The process began by melting potassium nitrate and sodium carbonate together. Into that mix, he dissolved broken pieces of a tungsten TIG welding rod. That step produced sodium and potassium tungstates. From there, he dissolved the tungstates and reacted them with a calcium chloride solution, which precipitated calcium tungstate. He annealed the precipitate to make it fluorescent.
Under X-ray stimulation, the synthesized calcium tungstate produced a blue glow. And then came the tweak that pushed it further: doping with lead atoms made the material significantly brighter.
Modern fluoroscopes, as he notes, generally rely on a phosphor screen paired with a camera—or sometimes a photomultiplier tube—so the goal here wasn’t just a glow, but a screen that could realistically trade in the same kind of real-time imaging.
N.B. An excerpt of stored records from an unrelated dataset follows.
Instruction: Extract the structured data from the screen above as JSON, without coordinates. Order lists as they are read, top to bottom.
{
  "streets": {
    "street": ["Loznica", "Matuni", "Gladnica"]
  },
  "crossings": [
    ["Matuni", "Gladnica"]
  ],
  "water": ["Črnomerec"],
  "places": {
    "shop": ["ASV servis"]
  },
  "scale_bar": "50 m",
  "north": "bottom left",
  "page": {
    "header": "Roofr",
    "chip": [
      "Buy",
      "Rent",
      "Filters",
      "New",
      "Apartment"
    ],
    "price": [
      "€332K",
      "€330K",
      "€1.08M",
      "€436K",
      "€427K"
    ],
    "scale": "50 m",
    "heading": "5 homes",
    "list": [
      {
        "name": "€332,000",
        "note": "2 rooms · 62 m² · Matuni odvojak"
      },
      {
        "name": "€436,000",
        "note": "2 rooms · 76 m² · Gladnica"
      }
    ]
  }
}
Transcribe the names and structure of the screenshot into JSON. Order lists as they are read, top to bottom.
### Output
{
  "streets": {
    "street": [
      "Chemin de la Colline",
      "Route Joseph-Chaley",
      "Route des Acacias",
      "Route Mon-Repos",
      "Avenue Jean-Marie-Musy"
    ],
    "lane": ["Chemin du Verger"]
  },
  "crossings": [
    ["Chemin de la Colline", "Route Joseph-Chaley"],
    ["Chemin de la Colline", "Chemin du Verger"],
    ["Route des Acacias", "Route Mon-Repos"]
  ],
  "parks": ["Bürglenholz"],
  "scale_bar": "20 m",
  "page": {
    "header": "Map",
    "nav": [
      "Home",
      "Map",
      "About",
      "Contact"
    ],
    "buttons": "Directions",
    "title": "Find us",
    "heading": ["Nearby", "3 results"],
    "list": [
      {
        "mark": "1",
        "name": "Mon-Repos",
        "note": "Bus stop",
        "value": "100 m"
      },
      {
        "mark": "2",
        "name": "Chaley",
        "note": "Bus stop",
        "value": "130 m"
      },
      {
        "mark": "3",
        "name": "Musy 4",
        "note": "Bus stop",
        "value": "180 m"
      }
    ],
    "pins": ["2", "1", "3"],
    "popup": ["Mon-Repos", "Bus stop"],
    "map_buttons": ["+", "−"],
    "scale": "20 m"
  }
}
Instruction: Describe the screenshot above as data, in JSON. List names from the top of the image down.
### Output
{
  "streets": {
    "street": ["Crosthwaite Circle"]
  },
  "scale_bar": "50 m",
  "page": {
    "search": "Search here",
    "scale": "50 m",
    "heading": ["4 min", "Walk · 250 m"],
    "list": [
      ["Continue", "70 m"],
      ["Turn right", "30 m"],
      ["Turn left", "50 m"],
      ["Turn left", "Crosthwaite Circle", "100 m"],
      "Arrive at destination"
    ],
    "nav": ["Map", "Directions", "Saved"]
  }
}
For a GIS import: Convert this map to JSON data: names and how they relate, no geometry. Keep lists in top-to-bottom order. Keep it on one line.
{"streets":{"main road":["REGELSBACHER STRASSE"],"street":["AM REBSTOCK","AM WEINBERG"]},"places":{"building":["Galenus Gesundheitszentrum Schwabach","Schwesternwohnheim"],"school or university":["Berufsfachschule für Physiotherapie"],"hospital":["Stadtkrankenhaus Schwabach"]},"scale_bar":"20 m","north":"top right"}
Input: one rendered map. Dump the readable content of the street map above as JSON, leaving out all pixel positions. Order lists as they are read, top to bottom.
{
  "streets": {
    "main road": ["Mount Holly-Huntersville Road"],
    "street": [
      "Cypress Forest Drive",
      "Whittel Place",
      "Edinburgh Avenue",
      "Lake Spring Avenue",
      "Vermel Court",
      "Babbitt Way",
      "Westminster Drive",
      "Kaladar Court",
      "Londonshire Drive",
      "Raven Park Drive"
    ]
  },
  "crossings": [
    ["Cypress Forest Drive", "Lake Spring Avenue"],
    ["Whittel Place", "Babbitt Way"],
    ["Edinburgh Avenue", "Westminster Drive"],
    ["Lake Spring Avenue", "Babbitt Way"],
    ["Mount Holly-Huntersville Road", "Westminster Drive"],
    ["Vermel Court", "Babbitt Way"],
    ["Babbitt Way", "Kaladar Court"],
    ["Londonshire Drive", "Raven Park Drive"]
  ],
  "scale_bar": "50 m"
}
Taken together. the results sketch a clear path: ultraviolet brightness didn’t translate cleanly to X-ray response for common materials. but specific phosphor chemistries did. The work also draws a practical line between outputs that linger after exposure and those that don’t—like the zinc sulfide electroluminescent panel—while showing that synthesis and doping can dramatically change what a DIY detector can produce.
X-ray detector fluoroscopy phosphor materials scheelite calcium tungstate strontium aluminate zinc sulfide lead doping electroluminescent panel DIY science
So basically he’s just making glow stuff for X-rays? Wild. But isn’t that like… dangerous radiation-wise?
I don’t get why UV-fluorescent stuff wouldn’t work under X-rays. Like if it glows in one light it should glow in another, right? Sounds like the article is kinda contradicting itself.
Scheelite didn’t work at first (impurities??) then he synthesized it. So the takeaway is just “make your own rocks” lol. Also strontium aluminate has afterglow already from other stuff so I’m not surprised. Still, 80 kV… that part makes me nervous.
Everyone’s focusing on the science but I’m stuck on “phosphors pulled from a fluorescent light bulb” like how are we sure that’s not gonna turn into a weird toxic situation? Also CT scanner detector brightness?? That’s not the same thing as home DIY glow, is it? I feel like this could get misused.